*** Opening of Available data ***
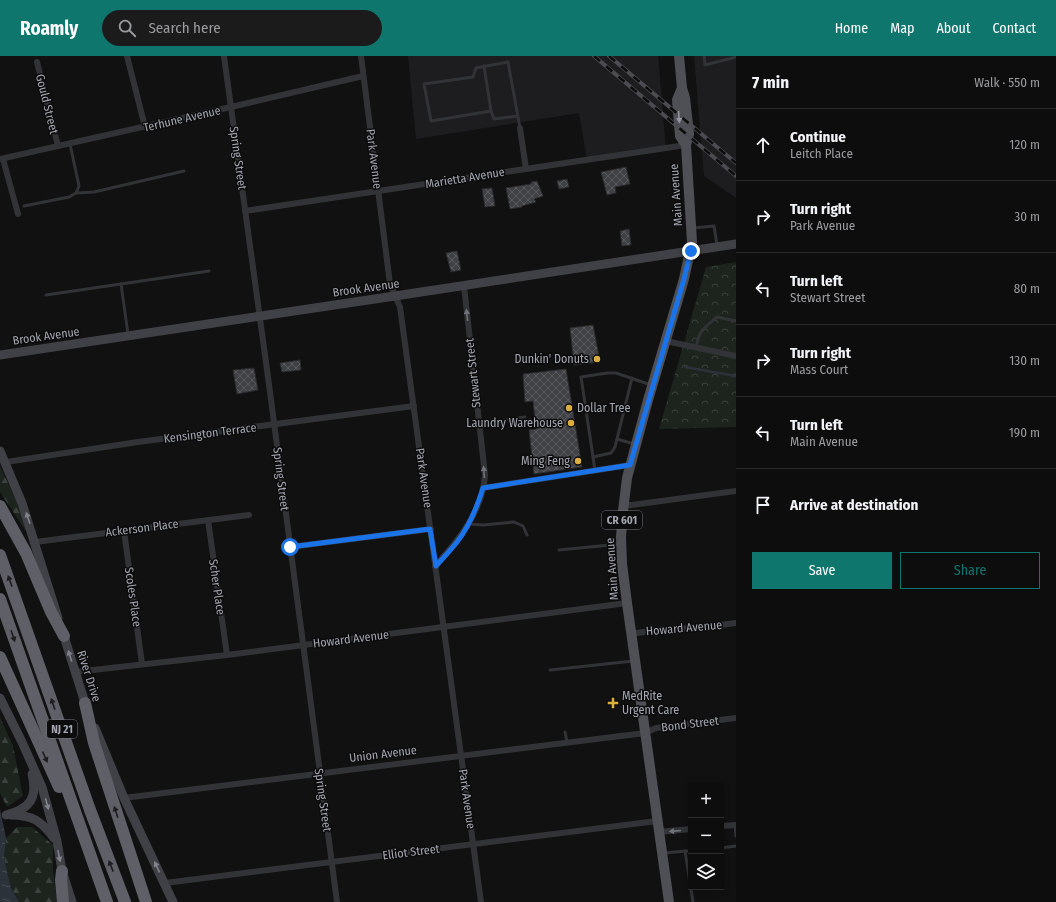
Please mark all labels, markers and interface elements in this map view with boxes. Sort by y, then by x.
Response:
search box [102,10,382,46]
text: Roamly [20,17,78,40]
icon: search [116,17,138,39]
text: Search here [148,19,221,37]
text: Home [835,20,868,37]
text: Map [890,20,914,37]
text: About [936,20,971,37]
text: Contact [993,20,1036,37]
text: 7 min [752,72,789,93]
street label: Gould Street [33,73,61,136]
text: Walk · 550 m [974,75,1040,90]
street label: Terhune Avenue [142,103,222,135]
one-way arrow [675,111,682,123]
street label: Spring Street [227,125,249,191]
street label: Park Avenue [363,128,385,190]
text: Continue [790,128,846,146]
icon: ahead [752,134,774,156]
text: 120 m [1009,137,1040,152]
text: Leitch Place [790,146,853,161]
street label: Main Avenue [667,163,685,227]
street label: Marietta Avenue [424,165,506,191]
text: Turn right [790,200,851,218]
icon: right [752,206,774,228]
text: 30 m [1014,209,1040,224]
text: Park Avenue [790,218,855,233]
route end [682,242,700,260]
text: Turn left [790,272,843,290]
street label: Brook Avenue [332,276,400,300]
icon: left [752,278,774,300]
text: 80 m [1014,281,1040,296]
text: Stewart Street [790,290,865,305]
one-way arrow [464,309,470,321]
street label: Brook Avenue [12,324,80,348]
street label: Stewart Street [462,338,484,408]
text: Turn right [790,344,851,362]
icon: right [752,350,774,372]
place label: Dunkin' Donuts [514,352,589,366]
text: 130 m [1009,353,1040,368]
marker: Dunkin' Donuts [592,354,602,364]
text: Mass Court [790,362,848,377]
place label: Dollar Tree [577,401,630,415]
marker: Dollar Tree [564,403,574,413]
place label: Laundry Warehouse [466,416,563,430]
text: Turn left [790,416,843,434]
marker: Laundry Warehouse [566,418,576,428]
street label: Kensington Terrace [163,420,257,446]
icon: left [752,422,774,444]
text: 190 m [1009,425,1040,440]
text: Main Avenue [790,434,858,449]
street label: Spring Street [270,446,292,512]
street label: Park Avenue [413,447,435,509]
place label: Ming Feng [521,454,570,468]
marker: Ming Feng [573,456,583,466]
one-way arrow [481,466,487,478]
icon: arrive [752,494,774,516]
text: Arrive at destination [790,496,918,514]
road number: CR 601 [602,511,642,529]
one-way arrow [24,512,30,524]
street label: Ackerson Place [105,517,179,539]
street label: Main Avenue [603,537,621,601]
route start [281,538,299,556]
button: Save [752,552,892,589]
button: Share [900,552,1040,589]
street label: Scher Place [206,558,228,616]
street label: Scoles Place [122,566,144,628]
one-way arrow [6,575,12,587]
street label: Howard Avenue [645,618,723,638]
street label: Howard Avenue [312,627,390,651]
one-way arrow [10,630,16,642]
street label: River Drive [74,649,104,704]
one-way arrow [67,650,73,662]
place label: MedRite Urgent Care [622,689,679,717]
one-way arrow [50,697,56,709]
marker: MedRite Urgent Care [607,697,619,709]
street label: Bond Street [660,714,720,734]
road number: NJ 21 [47,720,77,738]
street label: Union Avenue [348,743,418,765]
one-way arrow [42,751,48,762]
street label: Spring Street [312,767,334,833]
street label: Park Avenue [456,768,478,830]
map controls [688,782,724,890]
button: + [688,782,724,818]
one-way arrow [44,798,50,810]
one-way arrow [113,805,119,817]
button: − [688,818,724,854]
one-way arrow [669,827,681,834]
street label: Elliot Street [382,842,440,862]
one-way arrow [57,850,63,862]
button: layers [688,854,724,890]
one-way arrow [107,859,113,871]
one-way arrow [154,861,160,872]

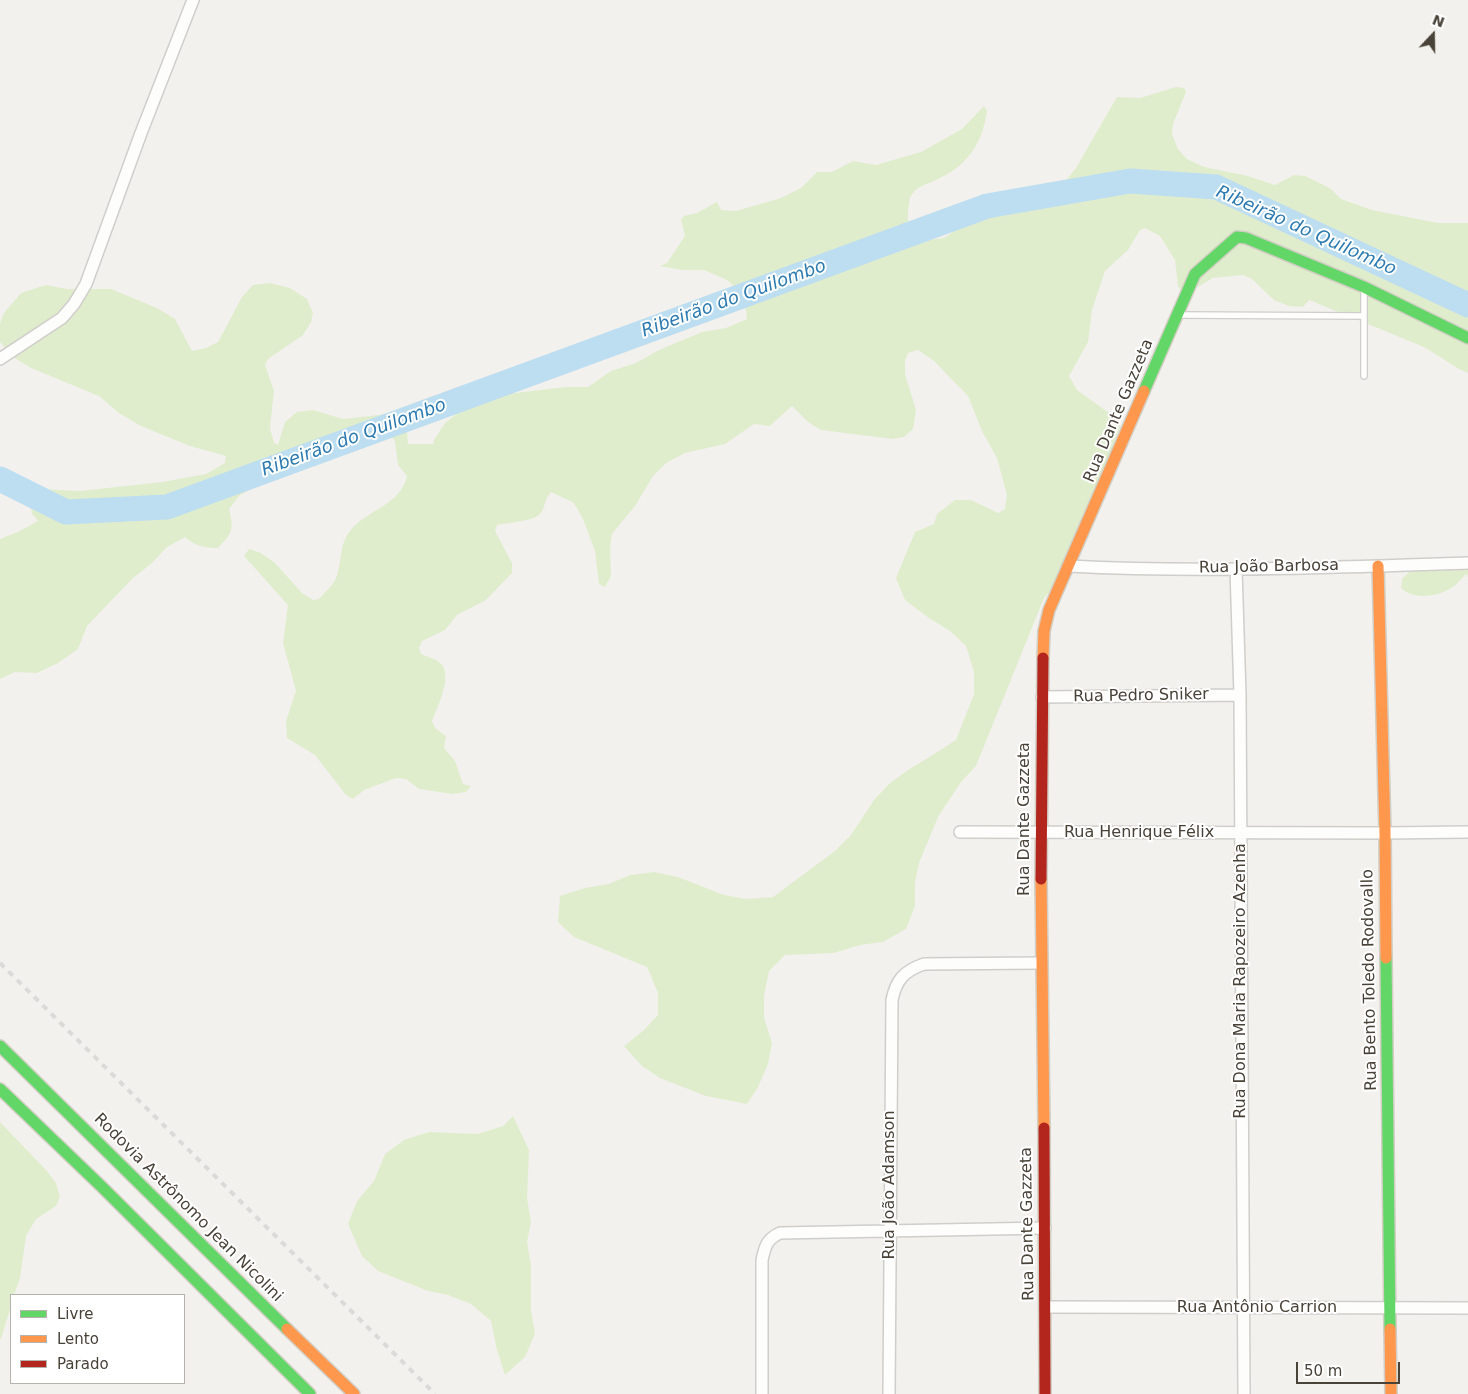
*** Close of Available data ***
> _Task requirements_: Write the data above out exactly. Leave out any pictures.

> _Response area_:
Please mark all labels, markers and interface elements in this map view with boxes. Sort by y, then by x.
Response:
search box [102,10,382,46]
text: Roamly [20,17,78,40]
icon: search [116,17,138,39]
text: Search here [148,19,221,37]
text: Home [835,20,868,37]
text: Map [890,20,914,37]
text: About [936,20,971,37]
text: Contact [993,20,1036,37]
text: 7 min [752,72,789,93]
street label: Gould Street [33,73,61,136]
text: Walk · 550 m [974,75,1040,90]
street label: Terhune Avenue [142,103,222,135]
one-way arrow [675,111,682,123]
street label: Spring Street [227,125,249,191]
street label: Park Avenue [363,128,385,190]
text: Continue [790,128,846,146]
icon: ahead [752,134,774,156]
text: 120 m [1009,137,1040,152]
text: Leitch Place [790,146,853,161]
street label: Main Avenue [667,163,685,227]
street label: Marietta Avenue [424,165,506,191]
text: Turn right [790,200,851,218]
icon: right [752,206,774,228]
text: 30 m [1014,209,1040,224]
text: Park Avenue [790,218,855,233]
route end [682,242,700,260]
text: Turn left [790,272,843,290]
street label: Brook Avenue [332,276,400,300]
icon: left [752,278,774,300]
text: 80 m [1014,281,1040,296]
text: Stewart Street [790,290,865,305]
one-way arrow [464,309,470,321]
street label: Brook Avenue [12,324,80,348]
street label: Stewart Street [462,338,484,408]
text: Turn right [790,344,851,362]
icon: right [752,350,774,372]
place label: Dunkin' Donuts [514,352,589,366]
text: 130 m [1009,353,1040,368]
marker: Dunkin' Donuts [592,354,602,364]
text: Mass Court [790,362,848,377]
place label: Dollar Tree [577,401,630,415]
marker: Dollar Tree [564,403,574,413]
place label: Laundry Warehouse [466,416,563,430]
text: Turn left [790,416,843,434]
marker: Laundry Warehouse [566,418,576,428]
street label: Kensington Terrace [163,420,257,446]
icon: left [752,422,774,444]
text: 190 m [1009,425,1040,440]
text: Main Avenue [790,434,858,449]
street label: Spring Street [270,446,292,512]
street label: Park Avenue [413,447,435,509]
place label: Ming Feng [521,454,570,468]
marker: Ming Feng [573,456,583,466]
one-way arrow [481,466,487,478]
icon: arrive [752,494,774,516]
text: Arrive at destination [790,496,918,514]
road number: CR 601 [602,511,642,529]
one-way arrow [24,512,30,524]
street label: Ackerson Place [105,517,179,539]
street label: Main Avenue [603,537,621,601]
route start [281,538,299,556]
button: Save [752,552,892,589]
button: Share [900,552,1040,589]
street label: Scher Place [206,558,228,616]
street label: Scoles Place [122,566,144,628]
one-way arrow [6,575,12,587]
street label: Howard Avenue [645,618,723,638]
street label: Howard Avenue [312,627,390,651]
one-way arrow [10,630,16,642]
street label: River Drive [74,649,104,704]
one-way arrow [67,650,73,662]
place label: MedRite Urgent Care [622,689,679,717]
one-way arrow [50,697,56,709]
marker: MedRite Urgent Care [607,697,619,709]
street label: Bond Street [660,714,720,734]
road number: NJ 21 [47,720,77,738]
street label: Union Avenue [348,743,418,765]
one-way arrow [42,751,48,762]
street label: Spring Street [312,767,334,833]
street label: Park Avenue [456,768,478,830]
map controls [688,782,724,890]
button: + [688,782,724,818]
one-way arrow [44,798,50,810]
one-way arrow [113,805,119,817]
button: − [688,818,724,854]
one-way arrow [669,827,681,834]
street label: Elliot Street [382,842,440,862]
one-way arrow [57,850,63,862]
button: layers [688,854,724,890]
one-way arrow [107,859,113,871]
one-way arrow [154,861,160,872]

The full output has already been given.